## What to do
Lines with "Comfort" in them are to be located in the listing below and copied.

## Data
#####

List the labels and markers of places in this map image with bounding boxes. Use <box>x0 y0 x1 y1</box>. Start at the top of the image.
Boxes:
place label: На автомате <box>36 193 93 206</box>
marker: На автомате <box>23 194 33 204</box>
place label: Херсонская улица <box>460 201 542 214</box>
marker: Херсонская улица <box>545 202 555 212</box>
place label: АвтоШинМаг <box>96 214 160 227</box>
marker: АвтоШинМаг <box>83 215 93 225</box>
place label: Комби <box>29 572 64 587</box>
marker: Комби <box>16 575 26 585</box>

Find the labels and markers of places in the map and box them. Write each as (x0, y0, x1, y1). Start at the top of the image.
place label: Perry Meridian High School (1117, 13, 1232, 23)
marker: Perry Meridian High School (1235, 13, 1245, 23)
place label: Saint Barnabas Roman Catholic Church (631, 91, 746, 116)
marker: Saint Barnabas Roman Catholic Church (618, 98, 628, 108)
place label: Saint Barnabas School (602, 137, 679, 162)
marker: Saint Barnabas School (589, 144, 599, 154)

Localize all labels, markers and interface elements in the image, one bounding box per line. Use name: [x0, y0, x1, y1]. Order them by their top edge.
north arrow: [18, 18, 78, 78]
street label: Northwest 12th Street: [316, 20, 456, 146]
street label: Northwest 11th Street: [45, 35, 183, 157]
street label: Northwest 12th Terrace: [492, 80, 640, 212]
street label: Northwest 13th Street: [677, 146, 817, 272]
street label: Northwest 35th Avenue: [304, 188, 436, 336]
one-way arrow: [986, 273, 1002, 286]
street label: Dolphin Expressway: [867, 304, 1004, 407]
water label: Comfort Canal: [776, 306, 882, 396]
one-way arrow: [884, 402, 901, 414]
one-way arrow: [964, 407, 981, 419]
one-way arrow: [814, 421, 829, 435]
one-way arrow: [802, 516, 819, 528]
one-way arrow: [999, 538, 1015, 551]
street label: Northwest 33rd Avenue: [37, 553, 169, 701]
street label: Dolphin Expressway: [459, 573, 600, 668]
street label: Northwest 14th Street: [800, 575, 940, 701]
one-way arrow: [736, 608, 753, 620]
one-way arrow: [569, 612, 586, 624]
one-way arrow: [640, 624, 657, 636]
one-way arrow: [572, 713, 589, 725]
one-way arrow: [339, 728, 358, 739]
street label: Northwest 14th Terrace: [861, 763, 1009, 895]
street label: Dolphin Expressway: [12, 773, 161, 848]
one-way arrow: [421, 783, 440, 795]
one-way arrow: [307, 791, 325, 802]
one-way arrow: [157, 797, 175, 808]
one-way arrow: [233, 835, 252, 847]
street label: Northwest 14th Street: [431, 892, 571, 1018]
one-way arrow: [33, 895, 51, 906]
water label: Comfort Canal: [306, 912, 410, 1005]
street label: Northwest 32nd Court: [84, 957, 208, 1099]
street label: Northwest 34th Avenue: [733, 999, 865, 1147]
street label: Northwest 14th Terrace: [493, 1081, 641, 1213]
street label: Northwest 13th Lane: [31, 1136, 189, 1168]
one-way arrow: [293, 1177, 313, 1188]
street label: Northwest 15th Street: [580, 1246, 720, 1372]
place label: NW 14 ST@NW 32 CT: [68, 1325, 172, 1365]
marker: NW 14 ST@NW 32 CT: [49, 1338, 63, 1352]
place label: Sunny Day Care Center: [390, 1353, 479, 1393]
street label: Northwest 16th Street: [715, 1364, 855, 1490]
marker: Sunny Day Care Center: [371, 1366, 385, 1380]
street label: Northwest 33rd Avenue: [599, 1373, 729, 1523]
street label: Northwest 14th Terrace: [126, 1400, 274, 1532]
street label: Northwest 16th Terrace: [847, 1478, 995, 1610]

#####

## Finished exercise
water label: Comfort Canal: [776, 306, 882, 396]
water label: Comfort Canal: [306, 912, 410, 1005]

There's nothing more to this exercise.